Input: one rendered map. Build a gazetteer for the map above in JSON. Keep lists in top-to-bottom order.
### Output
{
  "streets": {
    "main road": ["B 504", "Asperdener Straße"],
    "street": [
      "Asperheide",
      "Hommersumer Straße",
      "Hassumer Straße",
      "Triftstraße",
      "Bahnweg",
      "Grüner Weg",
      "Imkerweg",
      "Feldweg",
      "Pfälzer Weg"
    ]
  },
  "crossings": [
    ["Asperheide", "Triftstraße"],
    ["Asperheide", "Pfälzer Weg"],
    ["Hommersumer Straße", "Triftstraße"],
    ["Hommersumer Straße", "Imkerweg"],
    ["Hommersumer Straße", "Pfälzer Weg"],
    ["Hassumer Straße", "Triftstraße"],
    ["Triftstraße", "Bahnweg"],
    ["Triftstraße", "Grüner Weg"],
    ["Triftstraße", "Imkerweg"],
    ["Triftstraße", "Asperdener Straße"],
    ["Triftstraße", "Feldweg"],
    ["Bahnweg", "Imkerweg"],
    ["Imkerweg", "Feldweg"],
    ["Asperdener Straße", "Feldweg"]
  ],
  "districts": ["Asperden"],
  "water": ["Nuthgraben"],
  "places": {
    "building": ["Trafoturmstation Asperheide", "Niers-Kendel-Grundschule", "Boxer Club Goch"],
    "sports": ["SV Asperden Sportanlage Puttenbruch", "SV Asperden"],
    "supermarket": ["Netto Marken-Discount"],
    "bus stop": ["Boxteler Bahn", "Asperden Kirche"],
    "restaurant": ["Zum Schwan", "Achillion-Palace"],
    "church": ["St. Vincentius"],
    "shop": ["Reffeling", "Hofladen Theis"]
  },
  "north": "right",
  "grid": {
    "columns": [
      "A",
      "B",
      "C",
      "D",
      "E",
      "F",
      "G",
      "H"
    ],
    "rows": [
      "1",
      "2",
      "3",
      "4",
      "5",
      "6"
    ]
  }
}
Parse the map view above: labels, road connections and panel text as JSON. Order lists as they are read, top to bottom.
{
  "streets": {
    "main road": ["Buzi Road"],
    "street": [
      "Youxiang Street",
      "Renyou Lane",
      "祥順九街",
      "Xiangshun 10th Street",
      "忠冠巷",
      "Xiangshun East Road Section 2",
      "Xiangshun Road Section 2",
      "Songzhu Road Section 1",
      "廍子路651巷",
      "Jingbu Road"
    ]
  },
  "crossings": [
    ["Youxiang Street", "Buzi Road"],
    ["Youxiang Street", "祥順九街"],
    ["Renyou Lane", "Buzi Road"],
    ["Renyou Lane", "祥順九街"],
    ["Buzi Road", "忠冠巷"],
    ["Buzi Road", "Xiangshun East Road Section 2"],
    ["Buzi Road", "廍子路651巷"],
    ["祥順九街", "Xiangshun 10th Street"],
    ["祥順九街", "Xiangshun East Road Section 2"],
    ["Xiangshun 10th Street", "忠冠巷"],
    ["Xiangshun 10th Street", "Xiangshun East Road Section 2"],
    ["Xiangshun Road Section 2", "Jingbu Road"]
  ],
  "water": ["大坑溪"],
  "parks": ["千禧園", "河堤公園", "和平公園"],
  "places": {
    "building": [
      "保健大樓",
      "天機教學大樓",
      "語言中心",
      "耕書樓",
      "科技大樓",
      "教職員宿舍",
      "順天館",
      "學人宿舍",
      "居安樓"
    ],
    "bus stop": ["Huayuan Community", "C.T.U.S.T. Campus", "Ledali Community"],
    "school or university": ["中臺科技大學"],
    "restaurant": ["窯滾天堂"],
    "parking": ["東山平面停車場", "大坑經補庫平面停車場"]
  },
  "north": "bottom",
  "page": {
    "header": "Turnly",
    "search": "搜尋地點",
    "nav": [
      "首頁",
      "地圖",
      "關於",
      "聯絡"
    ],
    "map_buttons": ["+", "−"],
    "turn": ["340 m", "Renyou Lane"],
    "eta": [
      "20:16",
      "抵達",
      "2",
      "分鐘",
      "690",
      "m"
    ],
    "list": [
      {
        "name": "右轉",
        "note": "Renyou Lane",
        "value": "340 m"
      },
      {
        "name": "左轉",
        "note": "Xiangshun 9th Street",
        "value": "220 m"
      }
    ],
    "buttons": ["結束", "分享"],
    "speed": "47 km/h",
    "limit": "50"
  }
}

◇ ◇ ◇

**Work required**
Which lines above contain the word "Hassumer"? Copy each one.

**Task solution**
      "Hassumer Straße",
    ["Hassumer Straße", "Triftstraße"],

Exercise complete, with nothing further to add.